**** RECORDS SUPPLIED ****

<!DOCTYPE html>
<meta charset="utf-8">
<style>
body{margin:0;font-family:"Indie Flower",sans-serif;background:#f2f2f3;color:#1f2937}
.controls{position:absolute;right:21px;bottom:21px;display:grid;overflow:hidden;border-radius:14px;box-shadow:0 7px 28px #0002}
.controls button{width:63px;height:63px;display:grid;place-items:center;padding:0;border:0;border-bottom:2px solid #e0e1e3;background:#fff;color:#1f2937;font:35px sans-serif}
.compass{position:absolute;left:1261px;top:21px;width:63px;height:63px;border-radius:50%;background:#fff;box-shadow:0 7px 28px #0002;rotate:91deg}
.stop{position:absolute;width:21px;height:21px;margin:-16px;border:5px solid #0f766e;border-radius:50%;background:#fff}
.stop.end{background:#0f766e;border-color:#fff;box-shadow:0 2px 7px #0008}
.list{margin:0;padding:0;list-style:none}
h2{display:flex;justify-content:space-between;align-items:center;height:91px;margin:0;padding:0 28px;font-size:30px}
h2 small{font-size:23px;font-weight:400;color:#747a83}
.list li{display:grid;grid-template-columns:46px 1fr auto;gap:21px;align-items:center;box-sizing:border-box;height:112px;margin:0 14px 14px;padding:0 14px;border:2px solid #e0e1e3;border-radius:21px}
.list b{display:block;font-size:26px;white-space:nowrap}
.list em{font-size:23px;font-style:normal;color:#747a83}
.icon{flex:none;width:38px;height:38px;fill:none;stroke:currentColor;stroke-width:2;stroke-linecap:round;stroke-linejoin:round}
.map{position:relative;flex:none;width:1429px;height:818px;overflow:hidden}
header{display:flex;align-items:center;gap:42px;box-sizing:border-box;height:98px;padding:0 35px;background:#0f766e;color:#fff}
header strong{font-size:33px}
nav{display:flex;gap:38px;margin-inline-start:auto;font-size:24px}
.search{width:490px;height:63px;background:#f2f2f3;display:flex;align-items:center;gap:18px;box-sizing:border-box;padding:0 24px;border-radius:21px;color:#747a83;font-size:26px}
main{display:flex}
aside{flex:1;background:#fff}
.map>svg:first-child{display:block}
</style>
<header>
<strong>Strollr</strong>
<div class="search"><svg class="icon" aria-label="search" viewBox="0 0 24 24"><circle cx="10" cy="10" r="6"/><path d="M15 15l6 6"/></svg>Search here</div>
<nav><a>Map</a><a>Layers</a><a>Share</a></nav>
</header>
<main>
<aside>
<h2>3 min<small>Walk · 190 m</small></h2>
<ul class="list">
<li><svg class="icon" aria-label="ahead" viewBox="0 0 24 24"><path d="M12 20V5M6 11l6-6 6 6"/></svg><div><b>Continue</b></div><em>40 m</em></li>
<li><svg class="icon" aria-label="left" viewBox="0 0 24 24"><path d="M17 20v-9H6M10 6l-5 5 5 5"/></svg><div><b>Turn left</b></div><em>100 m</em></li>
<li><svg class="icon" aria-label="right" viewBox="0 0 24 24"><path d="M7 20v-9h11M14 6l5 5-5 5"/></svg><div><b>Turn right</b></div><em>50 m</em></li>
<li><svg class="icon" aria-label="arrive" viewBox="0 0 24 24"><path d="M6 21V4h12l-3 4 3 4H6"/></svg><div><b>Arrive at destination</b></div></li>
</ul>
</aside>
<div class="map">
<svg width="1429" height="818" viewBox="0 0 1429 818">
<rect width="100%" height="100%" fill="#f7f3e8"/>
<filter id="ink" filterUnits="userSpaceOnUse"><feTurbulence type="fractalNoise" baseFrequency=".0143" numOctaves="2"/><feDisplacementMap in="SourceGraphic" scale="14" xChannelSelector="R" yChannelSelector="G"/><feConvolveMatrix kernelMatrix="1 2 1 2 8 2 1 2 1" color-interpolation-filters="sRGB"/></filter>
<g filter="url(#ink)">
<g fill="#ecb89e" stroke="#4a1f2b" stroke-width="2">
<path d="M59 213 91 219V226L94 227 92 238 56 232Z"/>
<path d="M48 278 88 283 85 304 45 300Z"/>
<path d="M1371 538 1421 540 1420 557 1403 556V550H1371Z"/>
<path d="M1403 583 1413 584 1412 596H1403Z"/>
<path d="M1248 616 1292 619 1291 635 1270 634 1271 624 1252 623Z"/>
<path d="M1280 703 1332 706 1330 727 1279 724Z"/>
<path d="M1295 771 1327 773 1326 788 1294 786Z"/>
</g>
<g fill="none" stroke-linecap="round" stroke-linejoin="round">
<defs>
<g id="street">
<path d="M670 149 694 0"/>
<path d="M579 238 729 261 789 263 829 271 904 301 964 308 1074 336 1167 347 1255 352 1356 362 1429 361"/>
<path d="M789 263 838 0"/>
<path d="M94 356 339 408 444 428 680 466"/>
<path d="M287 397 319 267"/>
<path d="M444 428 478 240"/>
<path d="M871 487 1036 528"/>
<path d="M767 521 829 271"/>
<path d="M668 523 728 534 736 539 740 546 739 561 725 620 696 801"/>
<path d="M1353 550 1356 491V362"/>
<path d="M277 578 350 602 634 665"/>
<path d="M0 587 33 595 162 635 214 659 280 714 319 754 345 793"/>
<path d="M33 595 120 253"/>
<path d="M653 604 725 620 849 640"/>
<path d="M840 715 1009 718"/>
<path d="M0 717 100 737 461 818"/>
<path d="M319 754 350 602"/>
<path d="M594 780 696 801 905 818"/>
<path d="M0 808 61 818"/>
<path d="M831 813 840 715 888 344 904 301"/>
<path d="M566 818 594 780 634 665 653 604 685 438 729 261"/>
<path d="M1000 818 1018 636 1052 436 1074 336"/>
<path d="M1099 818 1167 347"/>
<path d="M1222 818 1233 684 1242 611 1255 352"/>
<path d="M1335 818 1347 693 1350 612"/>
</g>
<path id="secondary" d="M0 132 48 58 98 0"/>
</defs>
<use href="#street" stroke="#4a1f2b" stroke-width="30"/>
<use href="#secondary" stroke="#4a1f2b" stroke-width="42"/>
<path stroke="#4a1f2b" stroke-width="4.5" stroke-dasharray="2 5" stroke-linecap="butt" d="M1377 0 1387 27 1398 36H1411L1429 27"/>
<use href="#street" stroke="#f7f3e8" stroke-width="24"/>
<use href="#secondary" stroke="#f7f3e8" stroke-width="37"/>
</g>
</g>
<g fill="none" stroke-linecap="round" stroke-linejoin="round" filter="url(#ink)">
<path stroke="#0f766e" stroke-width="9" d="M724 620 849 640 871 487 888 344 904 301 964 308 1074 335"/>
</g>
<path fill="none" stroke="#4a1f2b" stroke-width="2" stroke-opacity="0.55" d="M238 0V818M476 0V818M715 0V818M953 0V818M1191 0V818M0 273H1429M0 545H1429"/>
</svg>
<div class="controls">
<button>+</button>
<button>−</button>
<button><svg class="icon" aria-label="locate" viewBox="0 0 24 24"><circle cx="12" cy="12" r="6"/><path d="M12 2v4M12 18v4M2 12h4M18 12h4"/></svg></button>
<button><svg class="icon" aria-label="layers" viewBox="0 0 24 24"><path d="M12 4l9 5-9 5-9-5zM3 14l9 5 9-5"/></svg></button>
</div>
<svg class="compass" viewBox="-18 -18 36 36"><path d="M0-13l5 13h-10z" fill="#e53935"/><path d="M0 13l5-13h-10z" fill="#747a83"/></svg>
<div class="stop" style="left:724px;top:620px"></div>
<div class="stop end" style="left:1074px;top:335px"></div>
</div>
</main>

****

▶ [WORK REQUIRED]:
Please show every line above that includes the word "shadow".

▶ [PROBLEM SOLUTION]:
.controls{position:absolute;right:21px;bottom:21px;display:grid;overflow:hidden;border-radius:14px;box-shadow:0 7px 28px #0002}
.compass{position:absolute;left:1261px;top:21px;width:63px;height:63px;border-radius:50%;background:#fff;box-shadow:0 7px 28px #0002;rotate:91deg}
.stop.end{background:#0f766e;border-color:#fff;box-shadow:0 2px 7px #0008}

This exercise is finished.